Saved data entries:

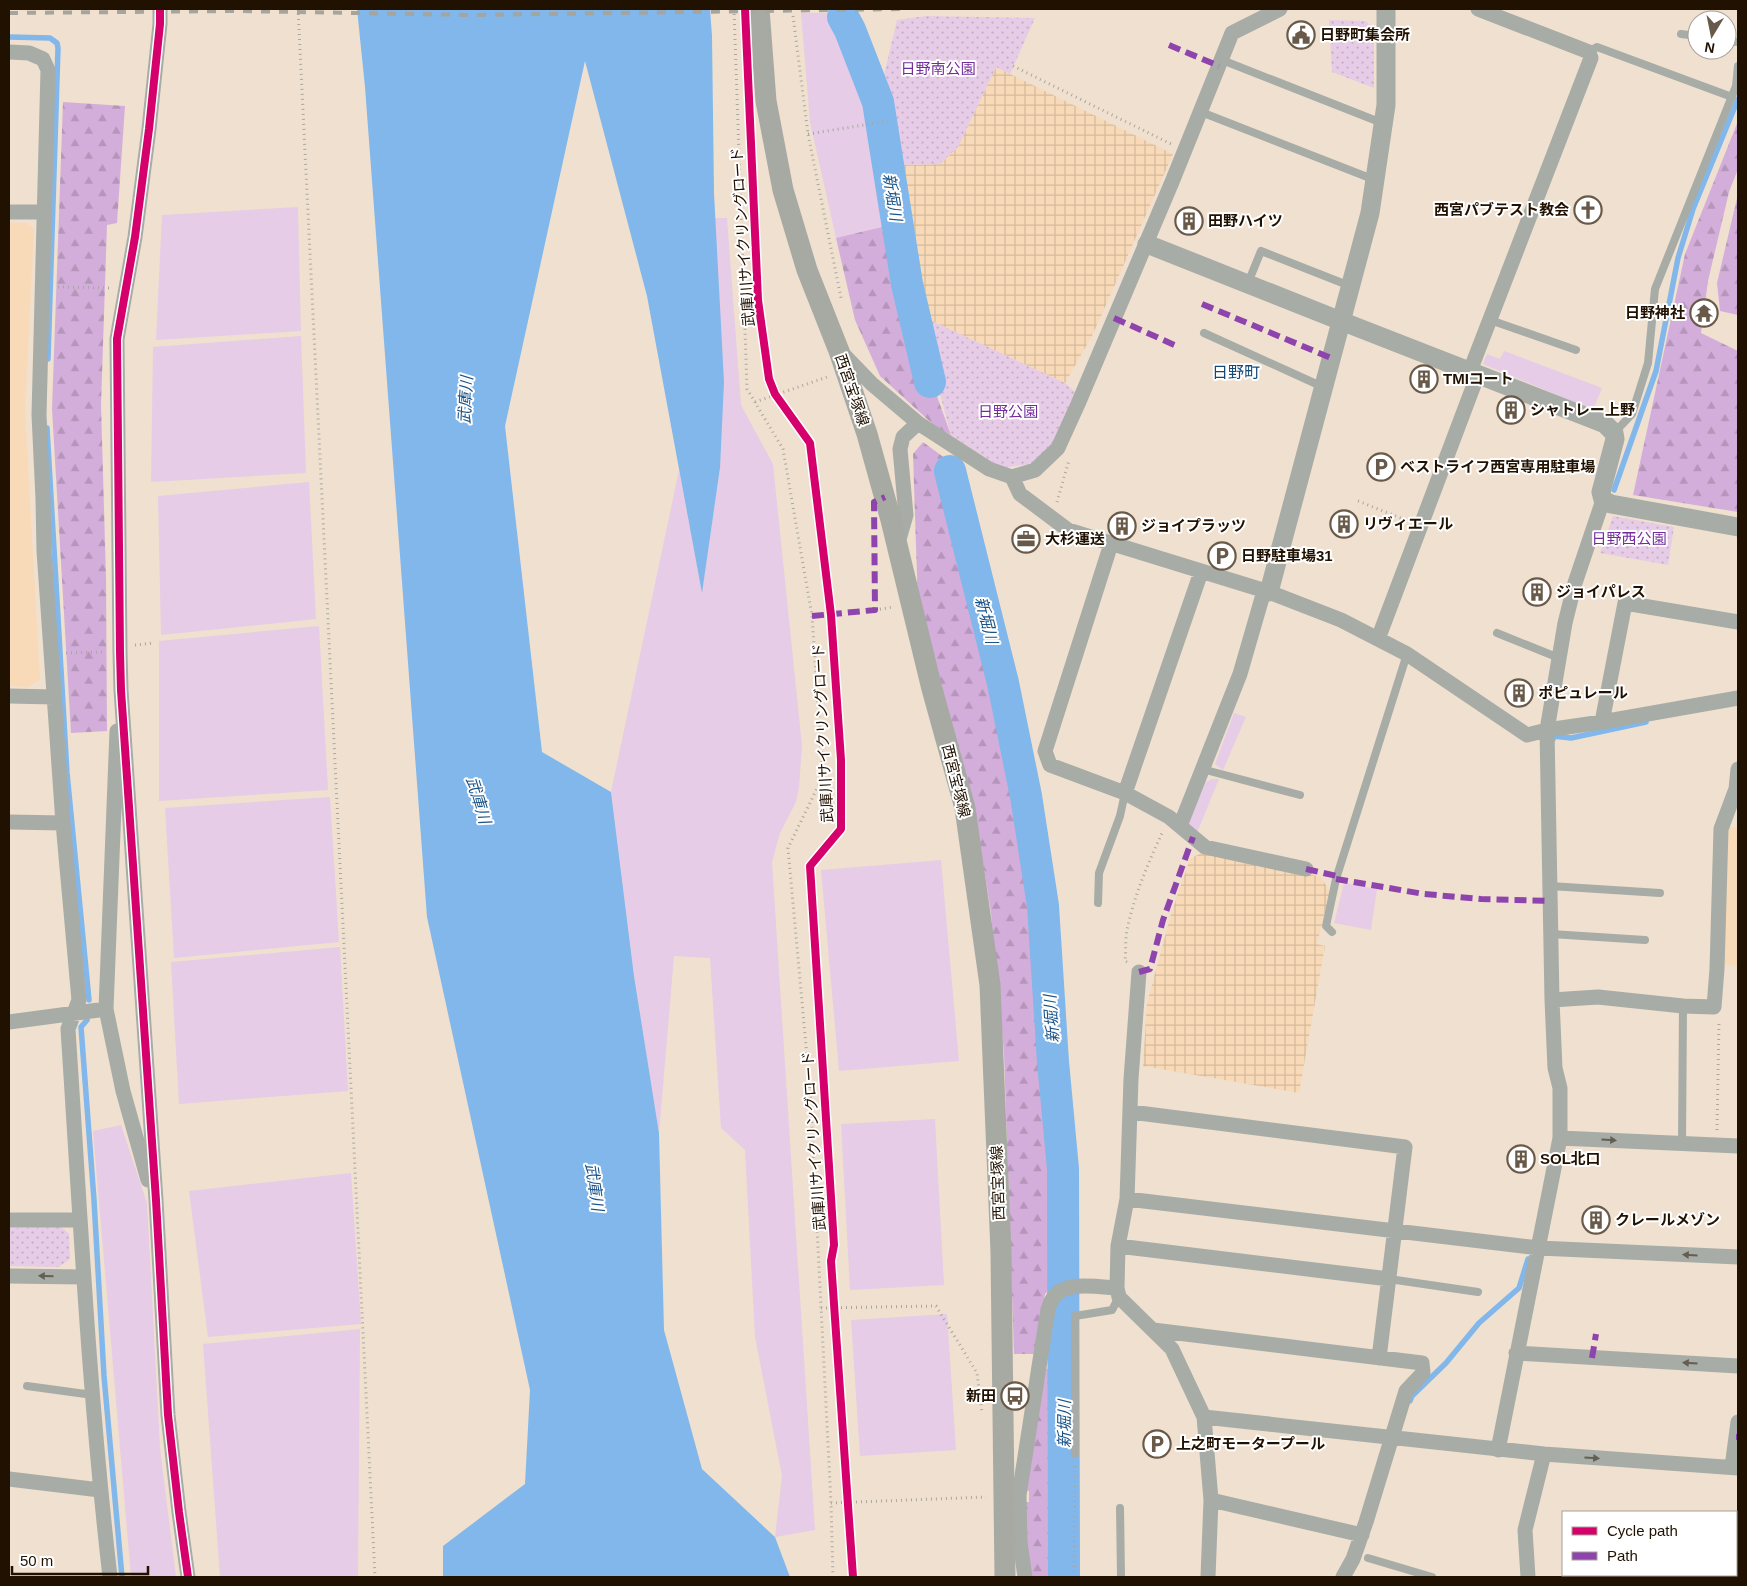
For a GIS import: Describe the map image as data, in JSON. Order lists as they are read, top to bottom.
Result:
{
  "streets": {
    "main road": ["西宮宝塚線"],
    "cycle path": ["武庫川サイクリングロード"]
  },
  "districts": ["日野町"],
  "water": ["新堀川", "武庫川"],
  "parks": ["日野南公園", "日野公園", "日野西公園"],
  "places": {
    "public building": ["日野町集会所"],
    "church": ["西宮パブテスト教会"],
    "building": [
      "田野ハイツ",
      "TMIコート",
      "シャトレー上野",
      "リヴィエール",
      "ジョイプラッツ",
      "ジョイパレス",
      "ポピュレール",
      "SOL北口",
      "クレールメゾン"
    ],
    "temple": ["日野神社"],
    "parking": ["ベストライフ西宮専用駐車場", "日野駐車場31", "上之町モータープール"],
    "office": ["大杉運送"],
    "bus stop": ["新田"]
  },
  "legend": ["Cycle path", "Path"],
  "scale_bar": "50 m",
  "north": "bottom"
}
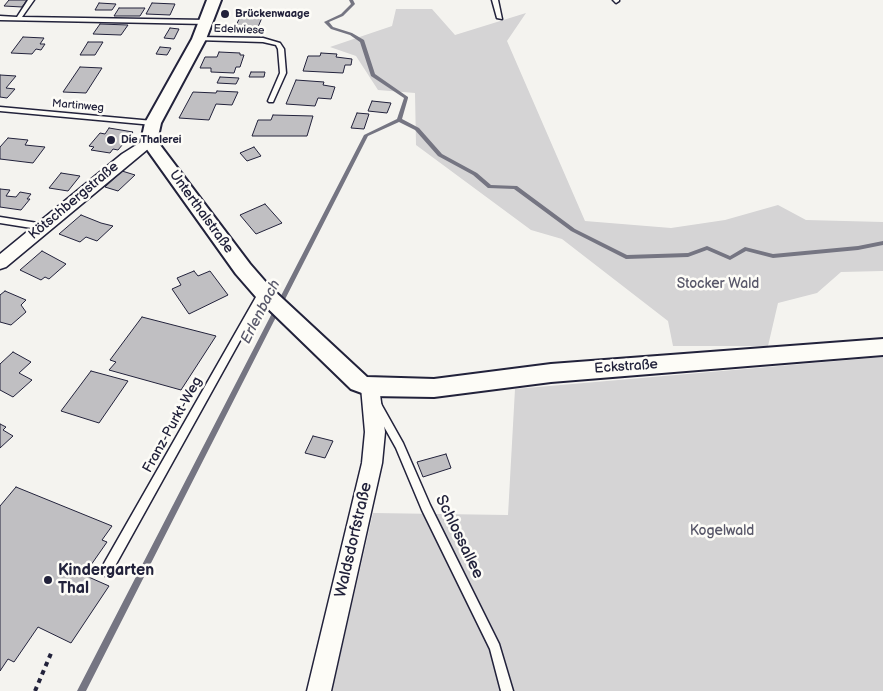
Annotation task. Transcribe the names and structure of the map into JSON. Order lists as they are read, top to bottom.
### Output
{
  "streets": {
    "street": [
      "Kötschbergstraße",
      "Unterthalstraße",
      "Eckstraße",
      "Waldsdorfstraße"
    ],
    "lane": [
      "Edelwiese",
      "Martinweg",
      "Franz-Purkt-Weg",
      "Schlossallee"
    ]
  },
  "crossings": [
    ["Kötschbergstraße", "Unterthalstraße"],
    ["Unterthalstraße", "Eckstraße"],
    ["Unterthalstraße", "Franz-Purkt-Weg"],
    ["Unterthalstraße", "Schlossallee"],
    ["Unterthalstraße", "Waldsdorfstraße"],
    ["Eckstraße", "Schlossallee"],
    ["Eckstraße", "Waldsdorfstraße"],
    ["Schlossallee", "Waldsdorfstraße"]
  ],
  "water": ["Erlenbach"],
  "parks": ["Stocker Wald", "Kogelwald"],
  "places": ["Brückenwaage", "Die Thalerei", "Kindergarten Thal"]
}
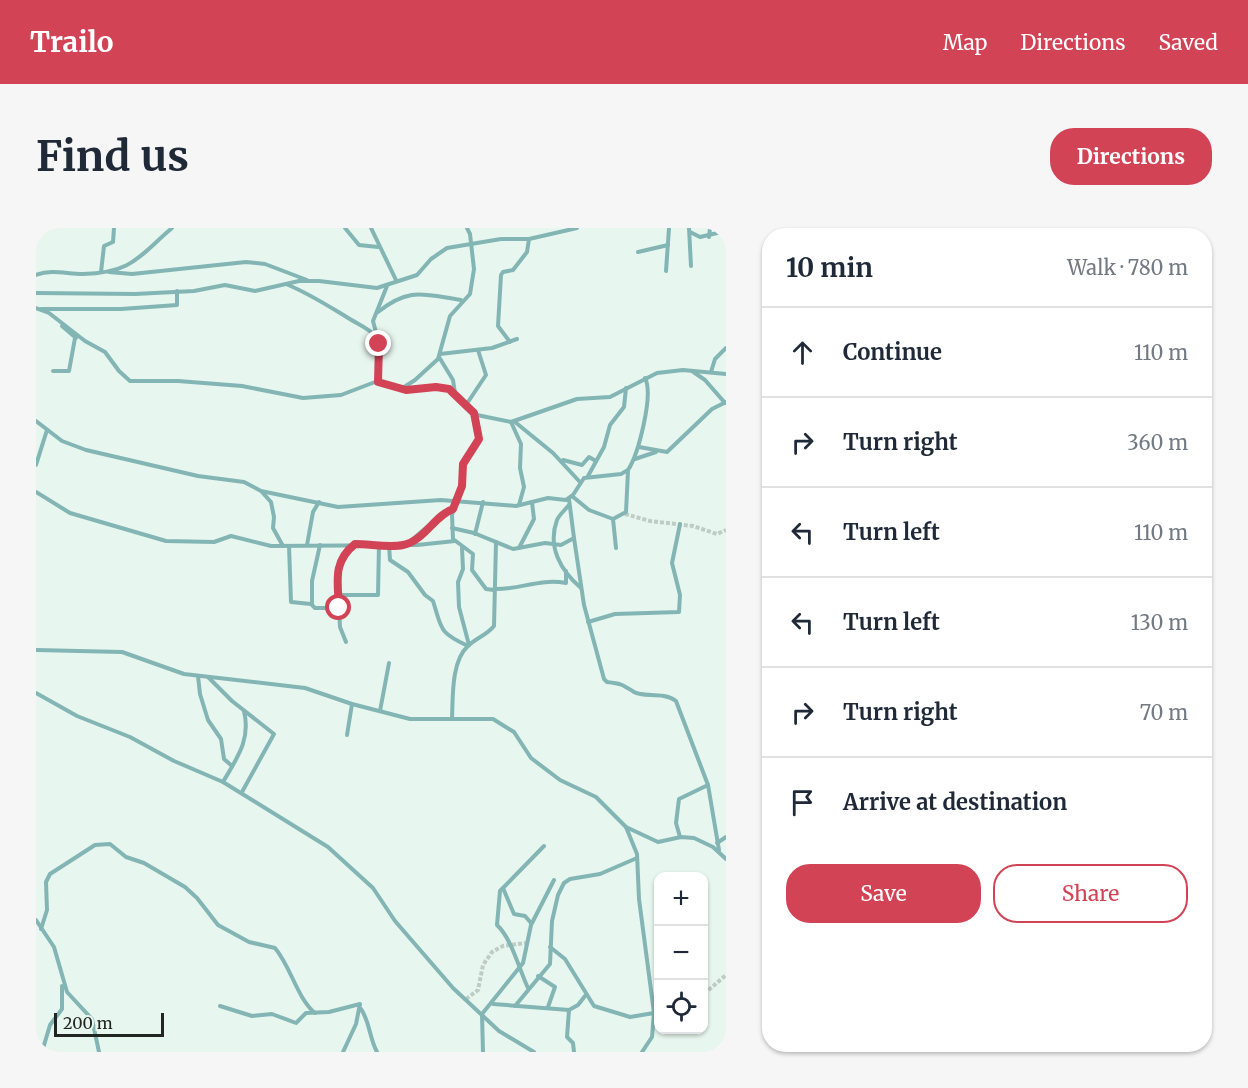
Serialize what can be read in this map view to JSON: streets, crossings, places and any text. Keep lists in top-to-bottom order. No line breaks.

■ **What is expected**
Count how many lines in the data above hold the string "lists", and give the number with no other words.

■ **Problem solution**
3